この小説よくわからない

何を読んでる?

太宰治の『人間失格』。何が言いたいのか? 読んでいて何か違和感がある。これって人間の話なの? 私とは違う人の話っぽくて理解できない。
『人間失格』は1948年に筑摩出版より出版された太宰治の自伝的小説です。現代までに累計発行部数1200万部という夏目漱石「こころ」と共に日本で一番読まれている文学作品です。まあ、そもそも『人間失格』なんてセンセーショナルな題名付けた時点でめちゃくちゃ内容が気になりますよね。筆者は夏目漱石が好きですが「こころ」とはまた趣がちがった小説であります。とにかく主人公の視点が冷徹なのです。恐ろしいほど冷めているのです。

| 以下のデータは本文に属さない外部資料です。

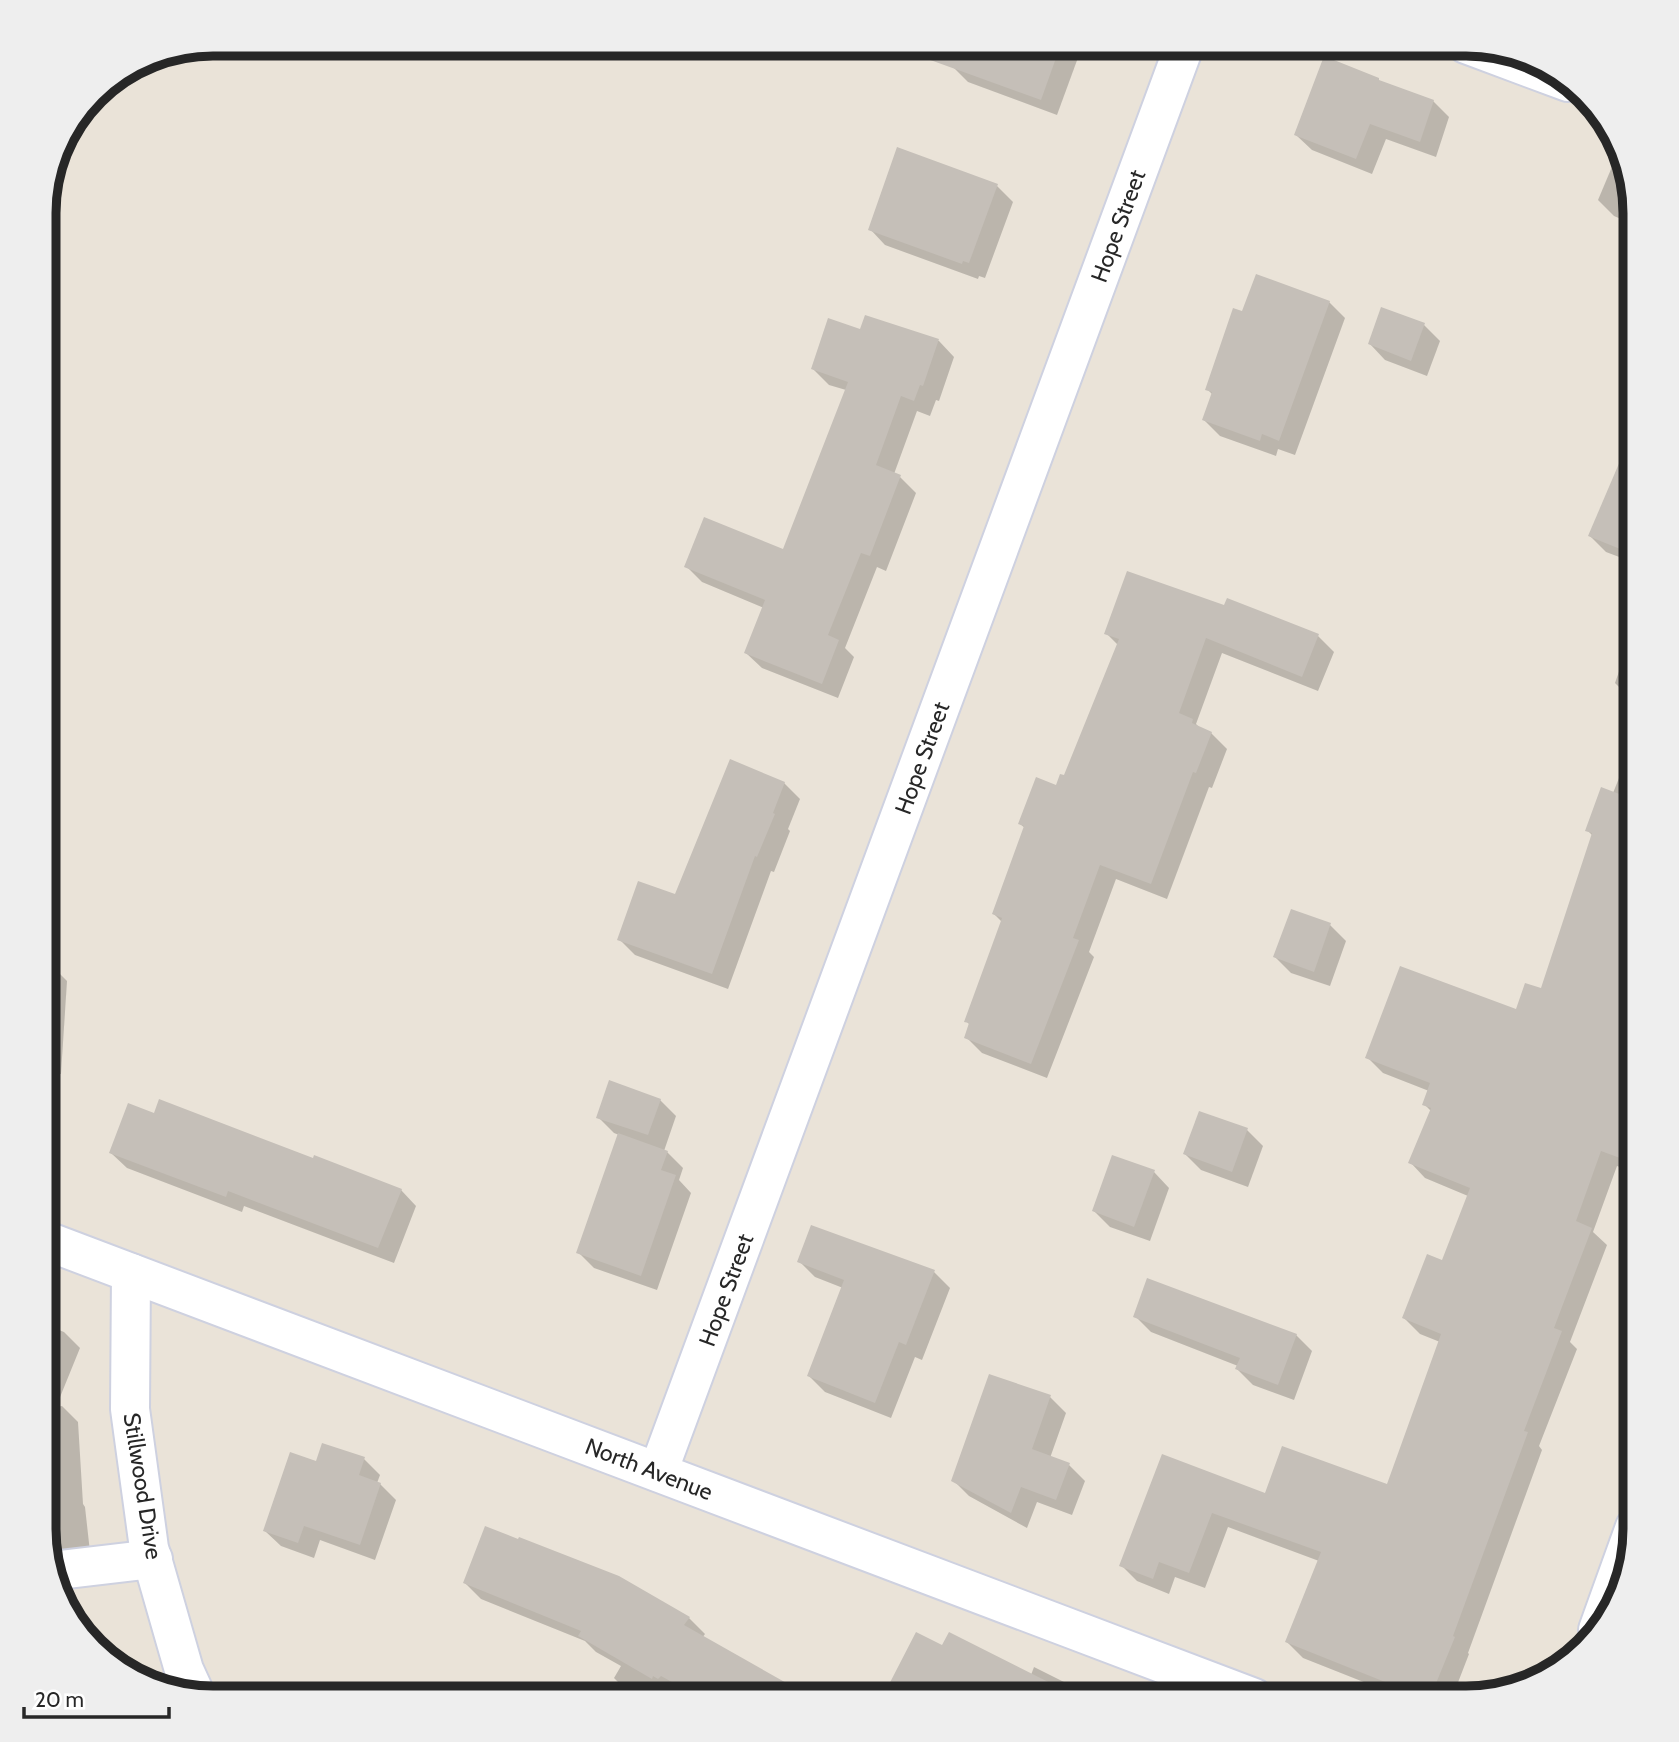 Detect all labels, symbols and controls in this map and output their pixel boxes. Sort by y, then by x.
street label: Hope Street [1085,166,1151,286]
street label: Hope Street [889,698,955,818]
street label: Hope Street [693,1230,759,1350]
street label: Stillwood Drive [118,1411,168,1561]
street label: North Avenue [581,1432,717,1506]
scale bar [24,1676,170,1720]
text: 20 m [35,1687,84,1712] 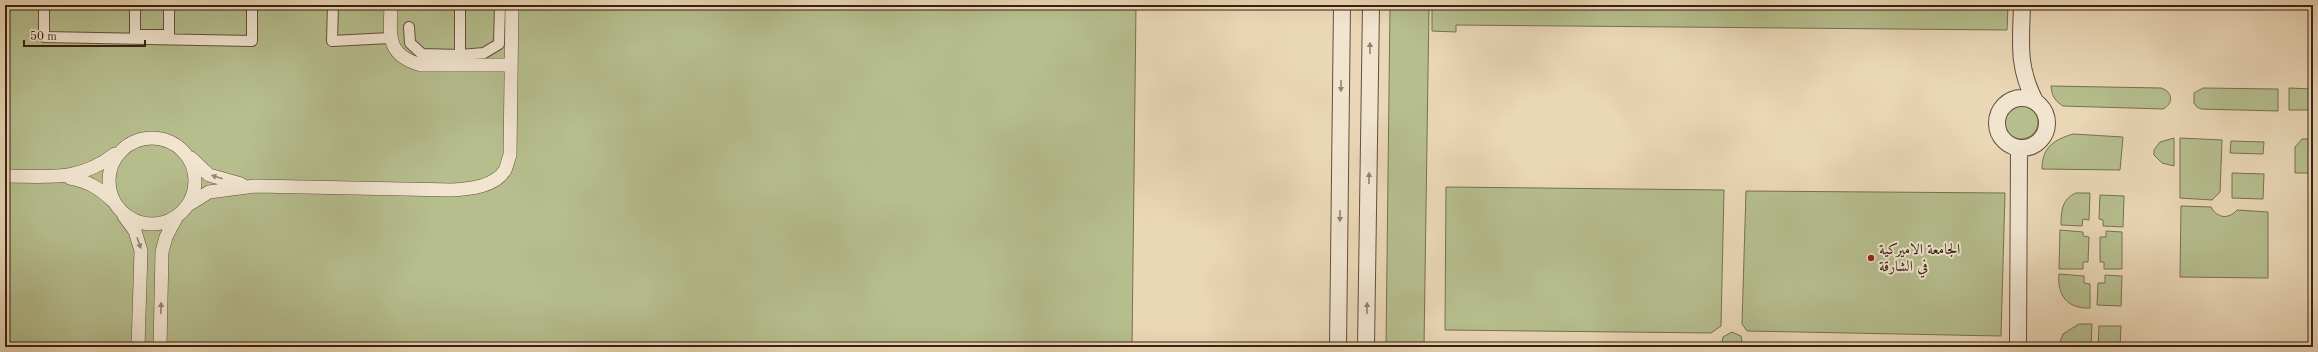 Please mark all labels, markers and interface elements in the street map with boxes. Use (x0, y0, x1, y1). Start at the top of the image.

今日は物語のあらすじを初めに提示して太宰治の心の深淵を探ってみたいと思います。
自分は隣人と、ほとんど会話が出来ません。何を、どう言ったらいいのか、わからないのです。
そこで考え出したのは、道化でした。
それは、自分の、人間に対する最後の求愛でした。自分は、人間を極度に恐れていながら、それでいて、人間を、どうしても思い切れなかったらしいのです。そうして自分は、この道化の一線でわずかに人間につながる事が出来たのでした。おもてでは、絶えず笑顔をつくりながらも、内心は必死の、それこそ千番に一番の兼ね合いとでもいうべき危機一髪の、油汗流してのサーヴィスでした。
自分は子供の頃から、自分の家族の者たちに対してさえ、彼等がどんなに苦しく、またどんな事を考えて生きているのか、まるでちっとも見当つかず、ただおそろしく、その気まずさに堪える事が出来ず、既に道化の上手になっていました。つまり、自分は、いつのまにやら、一言も本当の事を言わない子になっていたのです。
「人間失格」より
このようにサイコパスのような文句を主人公はつらつらと書き連ねていきます。この人は何も感じないのか? 喜びや繋がりを感じないのか? 人と笑い合わなかったのか? いや、そういうことはなかったでしょう。この小説は太宰治の文学なのです。太宰治が幼少期からずっとこんな調子だったとは思いません。これはこういう側面を表した文学作品なのです。
ですが、こういった冷めた目つきで人を観察して書いていると薄気味悪いですね。ただこういう人間の心理状態が心地良いと感じる人も一定数いることでしょう。太宰治の「人間失格」をこういう人間だったと思って読むのではなく、「人間失格」へ至るまでの主人公・葉蔵のおよそ人間らしからぬ様を文学だと思って読んでみると理解できると思います。
登場人物紹介
『人間失格』要約・各章のあらすじ

太宰治の『人間失格』は文学だにゃ。何故、主人公はこうも薄ら寒い絶望的な人間観に至ったのかを読み解くことで作家・太宰治の言わんとしていることを理解するのにゃ
太宰は主人公を徹底敵に人の人間くさい部分、繋がって笑い合うところ、何だかわからないけど人間に備わっている脆くも繊細で他人を哀れんだりする心を排除して描いています。本当はこのような人間はいないのではないかと私は考えます。いや、あるいはいるかもしれませんが……
外国では、この『人間失格』の主人公を小さい頃に虐待を受けて心に傷を抱えた精神疾患を患った人物であるという向きで見るようです。実際、第一の手記の中に「下男や下女から性的虐待を受けた」ということが書かれています。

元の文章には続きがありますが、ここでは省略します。